# YOUR INSTRUCTIONS
Every line of the entries below that includes "down" belongs in the answer, copied as written.

── DATA FOR REVIEW

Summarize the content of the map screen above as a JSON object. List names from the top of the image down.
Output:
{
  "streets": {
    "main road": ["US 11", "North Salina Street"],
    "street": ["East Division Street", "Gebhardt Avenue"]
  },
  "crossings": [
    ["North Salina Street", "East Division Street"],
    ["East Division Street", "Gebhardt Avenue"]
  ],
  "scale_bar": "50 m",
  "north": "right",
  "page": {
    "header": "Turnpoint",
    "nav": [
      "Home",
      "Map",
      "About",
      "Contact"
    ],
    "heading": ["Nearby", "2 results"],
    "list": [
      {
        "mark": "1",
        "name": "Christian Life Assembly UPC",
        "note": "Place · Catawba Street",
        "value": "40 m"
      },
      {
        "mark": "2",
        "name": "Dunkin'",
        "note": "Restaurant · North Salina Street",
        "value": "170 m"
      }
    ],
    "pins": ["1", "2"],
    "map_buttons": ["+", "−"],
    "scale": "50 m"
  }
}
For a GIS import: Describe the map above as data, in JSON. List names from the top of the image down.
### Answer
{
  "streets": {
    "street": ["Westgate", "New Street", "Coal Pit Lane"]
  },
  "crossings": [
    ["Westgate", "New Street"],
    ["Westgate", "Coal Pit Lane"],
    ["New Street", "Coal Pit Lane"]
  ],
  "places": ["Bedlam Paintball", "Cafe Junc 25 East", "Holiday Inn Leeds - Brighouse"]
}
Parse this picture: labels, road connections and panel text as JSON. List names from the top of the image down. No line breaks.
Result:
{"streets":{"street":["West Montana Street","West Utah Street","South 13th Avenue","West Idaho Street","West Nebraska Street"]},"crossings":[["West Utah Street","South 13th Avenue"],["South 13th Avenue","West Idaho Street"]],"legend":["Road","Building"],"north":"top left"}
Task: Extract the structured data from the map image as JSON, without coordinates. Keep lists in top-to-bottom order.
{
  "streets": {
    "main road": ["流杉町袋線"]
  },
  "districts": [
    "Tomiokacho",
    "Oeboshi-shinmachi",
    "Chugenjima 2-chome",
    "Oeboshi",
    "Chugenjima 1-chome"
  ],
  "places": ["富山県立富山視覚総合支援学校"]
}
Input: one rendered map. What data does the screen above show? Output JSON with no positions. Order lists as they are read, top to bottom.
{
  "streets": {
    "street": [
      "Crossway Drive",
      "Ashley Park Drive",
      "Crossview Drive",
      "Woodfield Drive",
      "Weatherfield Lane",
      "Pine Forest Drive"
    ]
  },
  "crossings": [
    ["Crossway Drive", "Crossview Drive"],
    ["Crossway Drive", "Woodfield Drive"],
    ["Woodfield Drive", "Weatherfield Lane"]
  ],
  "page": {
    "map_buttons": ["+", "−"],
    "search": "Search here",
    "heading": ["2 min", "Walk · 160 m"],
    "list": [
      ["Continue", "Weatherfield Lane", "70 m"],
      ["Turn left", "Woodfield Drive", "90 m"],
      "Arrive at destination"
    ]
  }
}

────

# TASK RESULT
Summarize the content of the map screen above as a JSON object. List names from the top of the image down.
For a GIS import: Describe the map above as data, in JSON. List names from the top of the image down.
Parse this picture: labels, road connections and panel text as JSON. List names from the top of the image down. No line breaks.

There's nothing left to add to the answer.